━━ Material provided

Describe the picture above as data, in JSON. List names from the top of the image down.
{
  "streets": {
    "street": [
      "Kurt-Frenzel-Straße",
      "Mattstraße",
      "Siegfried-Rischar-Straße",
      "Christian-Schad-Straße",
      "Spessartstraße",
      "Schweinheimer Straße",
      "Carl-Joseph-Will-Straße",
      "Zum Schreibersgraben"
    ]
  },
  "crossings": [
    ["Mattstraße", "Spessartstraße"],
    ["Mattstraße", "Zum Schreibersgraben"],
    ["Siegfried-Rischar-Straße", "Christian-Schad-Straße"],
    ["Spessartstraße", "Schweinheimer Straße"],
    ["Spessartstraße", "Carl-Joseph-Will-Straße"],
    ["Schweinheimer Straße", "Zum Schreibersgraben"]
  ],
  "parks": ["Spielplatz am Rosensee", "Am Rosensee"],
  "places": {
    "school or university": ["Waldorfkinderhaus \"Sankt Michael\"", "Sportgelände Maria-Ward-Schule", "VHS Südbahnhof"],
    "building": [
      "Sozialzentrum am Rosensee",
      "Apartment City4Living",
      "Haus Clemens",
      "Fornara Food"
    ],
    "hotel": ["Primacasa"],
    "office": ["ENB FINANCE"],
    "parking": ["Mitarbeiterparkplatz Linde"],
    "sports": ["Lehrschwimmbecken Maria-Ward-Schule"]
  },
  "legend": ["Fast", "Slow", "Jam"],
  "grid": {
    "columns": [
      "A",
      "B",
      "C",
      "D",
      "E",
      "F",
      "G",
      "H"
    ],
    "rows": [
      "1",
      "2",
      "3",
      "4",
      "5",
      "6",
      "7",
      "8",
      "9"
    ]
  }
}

━━━━

Task statement: Scan the listing above for the word "Spessartstraße" and show each line where it is found.

Result below:
      "Spessartstraße",
    ["Mattstraße", "Spessartstraße"],
    ["Spessartstraße", "Schweinheimer Straße"],
    ["Spessartstraße", "Carl-Joseph-Will-Straße"],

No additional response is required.